Moonie (Moon Channel) has a lovely 2h30 video on the topic of Kawaii: Anime, Propaganda, and Soft Power Politics. https://www.youtube.com/watch?v=IM2VIKfaY0Y

It focuses mostly on the eastern part of things, but it applies to stuff we end up consuming, too. Also worth quoting one of the top comments in the video:

I think you get one thing wrong, and that is claiming Japan is the #1 at projecting soft power. I'm sorry but the US is #1 and it isn't even a contest (coming from a non-American). The reason we don't really get the impression that the US is this soft power behemoth is because the US has been so proficient in projecting soft power that it has been normalized and integrated everywhere.
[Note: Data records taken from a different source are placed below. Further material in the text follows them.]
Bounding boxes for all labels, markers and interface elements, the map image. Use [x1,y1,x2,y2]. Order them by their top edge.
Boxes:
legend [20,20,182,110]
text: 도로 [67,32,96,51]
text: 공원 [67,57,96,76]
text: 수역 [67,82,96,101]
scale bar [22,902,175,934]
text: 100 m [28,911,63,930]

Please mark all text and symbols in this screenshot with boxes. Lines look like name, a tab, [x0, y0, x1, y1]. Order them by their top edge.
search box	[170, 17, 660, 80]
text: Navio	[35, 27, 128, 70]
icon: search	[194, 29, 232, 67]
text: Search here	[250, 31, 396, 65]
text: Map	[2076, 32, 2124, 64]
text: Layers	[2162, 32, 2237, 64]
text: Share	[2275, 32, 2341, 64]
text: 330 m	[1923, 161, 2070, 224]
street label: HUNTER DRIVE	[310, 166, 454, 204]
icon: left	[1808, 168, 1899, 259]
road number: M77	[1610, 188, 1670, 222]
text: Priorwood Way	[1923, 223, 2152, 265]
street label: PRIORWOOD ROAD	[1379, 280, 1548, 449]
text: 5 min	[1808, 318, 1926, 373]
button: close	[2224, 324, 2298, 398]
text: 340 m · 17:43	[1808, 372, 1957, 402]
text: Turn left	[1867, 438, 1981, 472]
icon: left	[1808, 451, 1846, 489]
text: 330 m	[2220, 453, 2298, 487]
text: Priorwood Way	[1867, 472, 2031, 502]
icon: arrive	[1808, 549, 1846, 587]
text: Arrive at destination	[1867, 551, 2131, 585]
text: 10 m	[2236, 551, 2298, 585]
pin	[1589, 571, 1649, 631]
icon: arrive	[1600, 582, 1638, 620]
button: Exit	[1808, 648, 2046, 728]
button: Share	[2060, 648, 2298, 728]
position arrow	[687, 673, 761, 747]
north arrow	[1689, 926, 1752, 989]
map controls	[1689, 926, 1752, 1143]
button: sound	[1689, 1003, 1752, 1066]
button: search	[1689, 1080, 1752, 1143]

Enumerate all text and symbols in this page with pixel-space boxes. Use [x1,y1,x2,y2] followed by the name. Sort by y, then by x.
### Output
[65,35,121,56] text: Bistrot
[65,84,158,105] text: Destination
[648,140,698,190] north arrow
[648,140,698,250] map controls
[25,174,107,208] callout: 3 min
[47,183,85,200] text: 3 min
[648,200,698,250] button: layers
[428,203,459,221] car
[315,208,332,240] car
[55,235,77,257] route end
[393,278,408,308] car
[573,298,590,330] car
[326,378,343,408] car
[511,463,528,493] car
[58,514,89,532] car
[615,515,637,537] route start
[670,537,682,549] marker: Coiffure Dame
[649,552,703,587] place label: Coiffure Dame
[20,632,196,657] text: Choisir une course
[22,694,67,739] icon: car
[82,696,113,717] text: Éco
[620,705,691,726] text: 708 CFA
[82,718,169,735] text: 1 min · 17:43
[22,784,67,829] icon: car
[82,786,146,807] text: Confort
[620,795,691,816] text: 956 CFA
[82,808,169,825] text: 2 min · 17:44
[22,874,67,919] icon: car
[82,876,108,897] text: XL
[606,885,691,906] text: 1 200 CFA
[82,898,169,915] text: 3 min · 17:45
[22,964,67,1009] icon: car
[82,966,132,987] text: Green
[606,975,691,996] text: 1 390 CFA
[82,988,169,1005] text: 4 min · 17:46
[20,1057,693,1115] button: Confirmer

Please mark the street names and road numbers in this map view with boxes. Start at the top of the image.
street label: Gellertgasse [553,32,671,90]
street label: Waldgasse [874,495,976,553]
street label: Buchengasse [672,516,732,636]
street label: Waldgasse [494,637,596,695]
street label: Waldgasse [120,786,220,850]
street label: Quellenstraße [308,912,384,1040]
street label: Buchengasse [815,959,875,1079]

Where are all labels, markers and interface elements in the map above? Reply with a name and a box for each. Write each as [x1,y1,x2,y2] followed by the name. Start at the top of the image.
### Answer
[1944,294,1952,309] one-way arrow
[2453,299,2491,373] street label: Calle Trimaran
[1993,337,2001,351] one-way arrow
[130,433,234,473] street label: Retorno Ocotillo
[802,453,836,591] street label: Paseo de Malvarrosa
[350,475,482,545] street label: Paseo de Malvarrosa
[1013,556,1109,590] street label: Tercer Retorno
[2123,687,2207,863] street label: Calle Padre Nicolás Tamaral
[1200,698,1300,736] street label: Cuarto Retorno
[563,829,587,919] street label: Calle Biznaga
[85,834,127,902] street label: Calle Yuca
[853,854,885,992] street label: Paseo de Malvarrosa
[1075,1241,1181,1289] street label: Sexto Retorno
[–] Duke_Nukem_1990@feddit.org 0 points 1 week ago (4 children)

Where does stuff like Brooklyn 99 come in?

[–] Olgratin_Magmatoe@slrpnk.net 0 points 1 week ago

Fetish content

[–] LandedGentry@lemmy.zip 0 points 1 week ago

ACAB sorry man

[–] Soleos@lemmy.world 0 points 1 week ago (3 children)

I tend to lump it in with The West Wing as idealistic wish fulfilment of how we'd like things to be, or a picture of our human potential.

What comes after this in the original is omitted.